Place  /  Antecedent

FTX’s Bahamas Headquarters Was the First Clue

Bankman-Fried is the latest in a long string of notorious characters who moved their business to the island nation.

In retrospect, Sam Bankman-Fried and his cryptocurrency gang gave investors ample reason to steer clear of FTX: misleading claims that investments were covered by the Federal Deposit Insurance Corp., too-cozy-for-comfort relations with government regulators and other problematic behavior.

But the biggest red flag may have been the first: the crypto exchange’s relocation to the Bahamas. For centuries, the island nation has been defined by its close ties to dodgy, even criminal finance. Far from being an anomaly, FTX was simply the latest in a long line of sketchy enterprises.

The outlaw status of the Bahamas dates back to the 17th century, when the islands became the most important base for piracy in the Caribbean. While the British eventually drove the pirates away, the colony never lost its reputation for lawlessness. 

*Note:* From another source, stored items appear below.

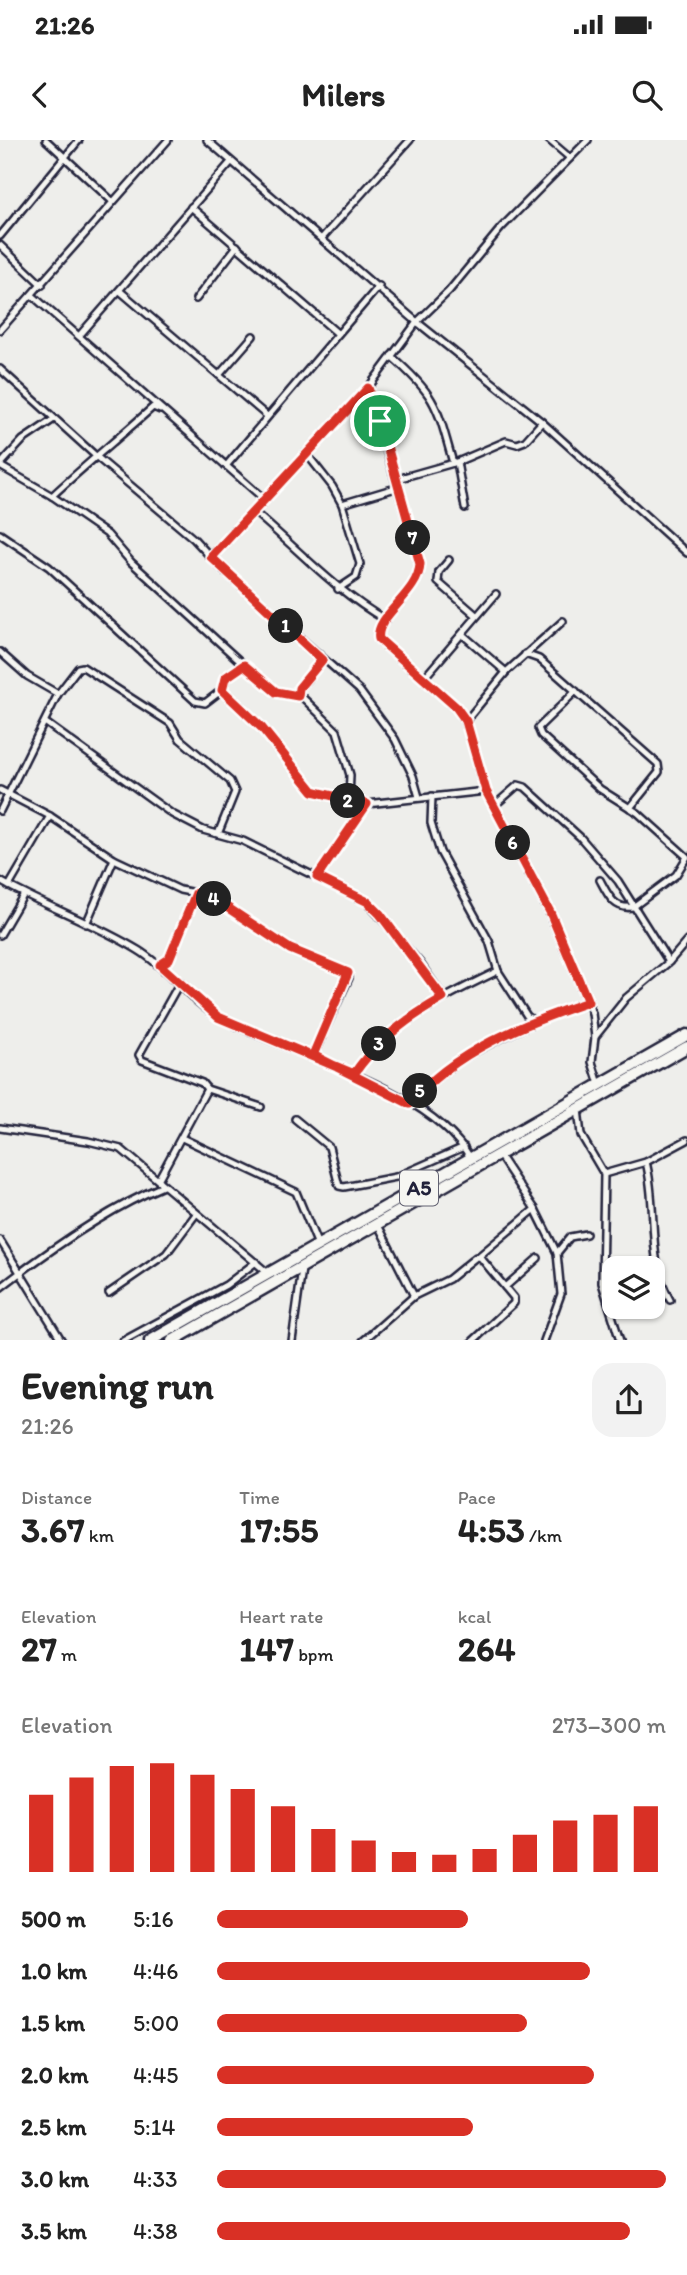 <!DOCTYPE html>
<html lang="en">
<head>
<meta charset="utf-8">
<style>
	body { margin:0; font-family:Itim,sans-serif; background:#f2f2f2; color:#222; height:100vh; display:flex; flex-direction:column; font-size:26px; white-space:nowrap }
	* { box-sizing:border-box; margin:0 }
	p { font-size:23px; color:#767676 }
	.icon { flex:none; width:38px; height:38px; fill:none; stroke:currentColor; stroke-width:2; stroke-linecap:round; stroke-linejoin:round }
	.map { position:relative; height:1200px; overflow:hidden }
	.sheet { display:flex; flex-direction:column; background:#fff; flex:1 }
	.sheet>* { flex:none }
	.tools { position:absolute; left:602px; top:1116px; display:grid; gap:14px }
	.tools a { display:grid; place-items:center; width:63px; height:63px; border-radius:14px; background:#fff; box-shadow:0 2px 5px #0004; font-size:35px }
	.pin { position:absolute; display:grid; place-items:center; width:60px; height:60px; color:#fff; margin:-30px; border:4px solid #fff; border-radius:50%; box-shadow:0 2px 7px #0007 }
	.km { position:absolute; width:35px; height:35px; margin:-18px; border-radius:50%; background:#222; color:#fff; font-size:19px; line-height:35px; text-align:center }
	.round { display:grid; place-items:center; flex:none; width:74px; height:74px; border-radius:21px; background:#f2f2f2 }
	.head { display:flex; align-items:center; justify-content:space-between; height:119px; padding:0 21px }
	h1 { font-size:38px; font-weight:700; line-height:52px }
	.stats { display:grid; grid-template-columns:repeat(3,1fr); gap:10px; height:119px; padding:7px 21px }
	.stats div { display:grid; align-content:center }
	.stats b { font-size:35px; font-weight:700 }
	.stats small { font-size:19px; font-weight:400 }
	.stats p { font-size:19px }
	.chart { height:196px; padding:14px 21px }
	.chart p { display:flex; justify-content:space-between }
	.chart svg { width:100%; height:126px; margin-top:7px; stroke:#d93025; stroke-width:6 }
	ul { padding:0 21px; list-style:none; font-size:23px }
	li { display:grid; grid-template-columns:112px 84px 1fr; align-items:center; height:52px }
	li i { height:18px; border-radius:9px; background:#d93025 }
	.status { display:flex; justify-content:space-between; align-items:center; height:49px; padding:0 35px; background:#fff; direction:ltr }
	.status svg { height:19px; fill:currentColor }
	header { display:flex; justify-content:space-between; align-items:center; height:91px; padding:0 21px; background:#fff; font-size:32px; font-weight:700 }
	.map>svg:first-child { display:block }
	.lines { fill:none; stroke-linecap:round; stroke-linejoin:round }
	.minor-casing { stroke:#22223b; stroke-width:10 }
	.trunk-casing { stroke:#22223b; stroke-width:15 }
	.minor { stroke:#f6f6f2; stroke-width:5 }
	.trunk { stroke:#f6f6f2; stroke-width:10 }
	.route-casing { stroke:#fff; stroke-width:14 }
	.route { stroke:#d93025; stroke-width:9 }
	.labels { text-anchor:middle; stroke-width:5; stroke-linejoin:round; paint-order:stroke }
	.shield { fill:#f6f6f2; stroke:#626272; stroke-width:2 }
	.shield-label { font-size:21px; font-weight:bold; fill:#22223b }
</style>
</head>
<body>
<div class="status"><b>21:26</b><svg viewBox="0 0 49 12"><path d="M0 12V9h3v3zM5 12V6h3v6zM10 12V3h3v9zM15 12V0h3v12zM26 1h20v11H26zM47 4h2v5h-2z"/></svg></div>
<header><svg class="icon" aria-label="back" viewBox="0 0 24 24"><path d="M15 5l-7 7 7 7"/></svg>Milers<svg class="icon" aria-label="search" viewBox="0 0 24 24"><circle cx="10" cy="10" r="6"/><path d="M15 15l6 6"/></svg></header>
<div class="map">
<svg width="687" height="1201" viewBox="0 0 687 1201">
	<rect width="100%" height="100%" fill="#eeeeeb"/>
	<filter id="ink" filterUnits="userSpaceOnUse"><feTurbulence type="fractalNoise" baseFrequency=".0143" numOctaves="2"/><feDisplacementMap in="SourceGraphic" scale="14" xChannelSelector="R" yChannelSelector="G"/><feConvolveMatrix kernelMatrix="1 2 1 2 8 2 1 2 1" color-interpolation-filters="sRGB"/></filter>
	<g filter="url(#ink)">
		<g class="lines">
			<defs>
				<g id="minor">
					<polyline points="46,0 112,61"/>
					<polyline points="207,0 417,182 542,282 687,413"/>
					<polyline points="549,0 570,18"/>
					<polyline points="191,67 337,193"/>
					<polyline points="0,96 79,0"/>
					<polyline points="322,98 410,0"/>
					<polyline points="0,105 42,145"/>
					<polyline points="120,151 267,276"/>
					<polyline points="33,156 264,359"/>
					<polyline points="196,159 237,106"/>
					<polyline points="0,190 168,0"/>
					<polyline points="79,196 231,22"/>
					<path d="M 391,216 C 437,256 437,266 453,323"/>
					<polyline points="0,229 98,318 194,399 220,427 359,550 395,599 413,636 419,657"/>
					<polyline points="219,235 253,196"/>
					<path d="M 368,248 L 420,424 C 419,454 375,476 379,500 L 456,567 L 466,581 L 486,651 L 549,772 L 592,873 L 595,897 L 592,922 L 599,944"/>
					<polyline points="306,313 332,346 342,364 360,424 356,437 338,449"/>
					<polyline points="457,322 465,368"/>
					<polyline points="0,325 23,300 54,279"/>
					<polyline points="0,326 52,356 107,394 131,422 244,525 225,538 222,550 262,588 313,651 367,664 486,651"/>
					<polyline points="226,326 379,146"/>
					<polyline points="397,339 457,322 506,301 517,304 525,301 542,282"/>
					<path d="M 52,356 C 85,325 120,297 153,267 L 160,270"/>
					<polyline points="342,364 399,347"/>
					<path d="M 253,371 C 298,409 335,451 386,480"/>
					<polyline points="0,394 49,427 195,561 205,563 222,550"/>
					<polyline points="211,417 368,248 417,182 449,151 501,88 588,0"/>
					<polyline points="449,420 439,432 438,442 476,475"/>
					<polyline points="462,494 506,532"/>
					<polyline points="0,512 27,536 58,554"/>
					<polyline points="525,514 539,519 658,624 659,632 630,668"/>
					<polyline points="322,520 297,552 337,591 350,635 349,661"/>
					<polyline points="244,525 276,552 298,556"/>
					<polyline points="424,538 496,454"/>
					<path d="M 576,551 L 538,588 L 541,595 L 600,649 L 638,673 L 687,717 L 676,735 L 633,767 C 614,770 608,755 600,740"/>
					<polyline points="466,581 506,532 563,481"/>
					<polyline points="46,583 172,674 203,690 243,701 367,762 420,823 444,858"/>
					<polyline points="0,650 50,676 114,719 180,750 210,756 290,809 348,833 349,838 313,915"/>
					<polyline points="432,656 431,683 440,712 489,801 498,831 527,876 535,882 588,861"/>
					<polyline points="494,666 518,645 525,647 580,697 618,741 669,822 626,858 595,897"/>
					<polyline points="0,671 58,554 78,528 83,527 170,583 180,599 230,641 235,652 218,694"/>
					<polyline points="317,737 367,664"/>
					<path d="M 0,741 C 44,766 94,783 138,810 C 168,828 192,863 219,877 C 291,916 428,945 471,1019"/>
					<polyline points="9,746 50,676"/>
					<polyline points="86,784 114,719"/>
					<polyline points="0,795 24,754"/>
					<polyline points="669,822 687,801"/>
					<polyline points="160,825 169,819 196,753"/>
					<path d="M 354,934 C 388,883 444,857 498,831"/>
					<polyline points="207,949 261,967"/>
					<path d="M 410,964 C 442,924 490,903 535,882"/>
					<polyline points="578,969 581,995 604,1034 602,1143 620,1201"/>
					<polyline points="295,979 329,1007 339,1046 344,1047 396,1037 464,1007"/>
					<polyline points="0,988 88,1001 121,1009 269,1134"/>
					<polyline points="182,998 296,1052 318,1105"/>
					<path d="M 646,1022 C 658,1067 646,1119 670,1160"/>
					<polyline points="604,1034 646,1022 687,1000"/>
					<polyline points="158,1040 207,949 202,943 142,920 139,915 180,842"/>
					<polyline points="535,1069 557,1113 561,1154 544,1201"/>
					<polyline points="377,1083 414,1156 449,1139 476,1117 480,1117 514,1158 514,1163 473,1201"/>
					<polyline points="0,1100 62,1201"/>
					<polyline points="557,1113 570,1097 586,1094"/>
					<polyline points="478,1117 535,1069 499,1015"/>
					<polyline points="505,1147 538,1118"/>
					<path d="M 0,1148 C 48,1111 107,1069 163,1046"/>
					<polyline points="109,1153 166,1114 196,1074"/>
					<polyline points="123,1201 226,1145 256,1122"/>
					<polyline points="292,1201 302,1129"/>
					<polyline points="363,1201 414,1156"/>
				</g>
				<g id="trunk">
					<polyline points="150,1201 687,895"/>
					<polyline points="172,1201 687,907"/>
				</g>
			</defs>
			<use href="#minor" class="minor-casing"/>
			<use href="#trunk" class="trunk-casing"/>
			<use href="#minor" class="minor"/>
			<use href="#trunk" class="trunk"/>
		</g>
	</g>
	<g class="lines" filter="url(#ink)">
		<defs>
			<path id="route" d="M 380,281 L 368,248 L 211,417 L 322,520 L 299,548 L 298,556 L 276,552 L 244,525 L 225,538 L 222,550 L 262,588 L 313,651 L 367,664 L 317,737 L 368,762 L 380,774 L 443,858 C 409,877 376,901 354,934 L 218,877 L 160,825 L 169,819 L 196,753 L 210,756 L 290,809 L 348,833 L 313,915 L 410,964 C 453,911 526,883 588,862 L 550,772 L 486,651 L 466,581 L 456,567 L 379,499 C 374,476 419,454 420,424 L 380,281"/>
		</defs>
		<use href="#route" class="route-casing"/>
		<use href="#route" class="route"/>
	</g>
	<g class="labels">
		<rect class="shield" x="400" y="1030.5" width="38" height="35" rx="5"/>
		<g class="shield-label">
			<text x="419" y="1055">A5</text>
		</g>
	</g>
</svg>
<div class="tools">
<a><svg class="icon" aria-label="layers" viewBox="0 0 24 24"><path d="M12 4l9 5-9 5-9-5zM3 14l9 5 9-5"/></svg></a>
</div>
<div class="pin" style="left:380px;top:281px;background:#1e9e55"><svg class="icon" aria-label="arrive" viewBox="0 0 24 24"><path d="M6 21V4h12l-3 4 3 4H6"/></svg></div>
<b class="km" style="left:286px;top:486px">1</b>
<b class="km" style="left:348px;top:661px">2</b>
<b class="km" style="left:379px;top:904px">3</b>
<b class="km" style="left:214px;top:759px">4</b>
<b class="km" style="left:420px;top:951px">5</b>
<b class="km" style="left:513px;top:703px">6</b>
<b class="km" style="left:413px;top:398px">7</b>
</div>
<section class="sheet">
<div class="head"><div><h1>Evening run</h1><p>21:26</p></div><a class="round"><svg class="icon" aria-label="share" viewBox="0 0 24 24"><path d="M12 15V3M7 8l5-5 5 5M5 13v7h14v-7"/></svg></a></div>
<div class="stats">
<div><p>Distance</p><b>3.67<small> km</small></b></div>
<div><p>Time</p><b>17:55</b></div>
<div><p>Pace</p><b>4:53<small> /km</small></b></div>
</div>
<div class="stats">
<div><p>Elevation</p><b>27<small> m</small></b></div>
<div><p>Heart rate</p><b>147<small> bpm</small></b></div>
<div><p>kcal</p><b>264</b></div>
</div>
<div class="chart"><p><span>Elevation</span>273–300 m</p>
<svg viewBox="0 0 160 44" preserveAspectRatio="none"><path d="M5 44V17M15 44V11M25 44V7M35 44V6M45 44V10M55 44V15M65 44V21M75 44V29M85 44V33M95 44V37M105 44V38M115 44V36M125 44V31M135 44V26M145 44V24M155 44V21"/></svg>
</div>
<ul>
<li><b>500 m</b>5:16<i style="width:56%"></i></li>
<li><b>1.0 km</b>4:46<i style="width:83%"></i></li>
<li><b>1.5 km</b>5:00<i style="width:69%"></i></li>
<li><b>2.0 km</b>4:45<i style="width:84%"></i></li>
<li><b>2.5 km</b>5:14<i style="width:57%"></i></li>
<li><b>3.0 km</b>4:33<i style="width:100%"></i></li>
<li><b>3.5 km</b>4:38<i style="width:92%"></i></li>
</ul>
</section>
</body>
</html>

After the British Empire abolished slavery in 1838, the local planter elite launched a new enterprise, salvaging ships that ran aground on the island. They lured ships to their doom through decoy lights and bribes paid to captains. Between 1858 and 1864 alone, 313 ships mysteriously ran aground on the Bahamas, their valuable cargos plundered.

During this same period, the Bahamas hosted blockade runners selling guns to the Confederacy. After the Civil War, the islands became a natural staging area for smugglers eager to dodge US tariffs. Then, during Prohibition, the islands became a staging area for bootleggers shipping rum to the US.

These illicit ventures gave rise to a ruling class of White merchants and property owners dubbed the “Bay Street Boys,” which one early assessment described as “the most reactionary group of businessmen in the colonial Caribbean.” This clique disenfranchised the Black inhabitants while exempting themselves from corporate and property taxes.

After the end of Prohibition in 1933, the Bay Street Boys developed a new racket, offering to help wealthy Americans evade the high taxes of Franklin D. Roosevelt’s New Deal. Typical of the new venture was the so-called Bahamas Insurance Company. It was, one witness later testified, “an insurance company which had no invested capital; which had no income; which had no assets; which [had] nothing; it was just a shell.”

Regardless, the new entity proved a most effective, altruistic undertaking. In a tongue-in-cheek account, the Christian Science Monitor described it as “giving first-aid treatment for Americans with uncomfortably high incomes.” The cure, which involved bogus interest deductions and fake loans, allowed taxpayers to reduce their liabilities to a pittance.

As tax historian Joseph Thorndike has noted, this was but one of many dodges peddled by the Bahamian elites at the time. The most successful and enduring was the personal holding company, which permitted tax-averse individuals to assign their income to an enterprise that was, in reality, nothing more than a name plate hung on a building owned by one of the Bay Street Boys.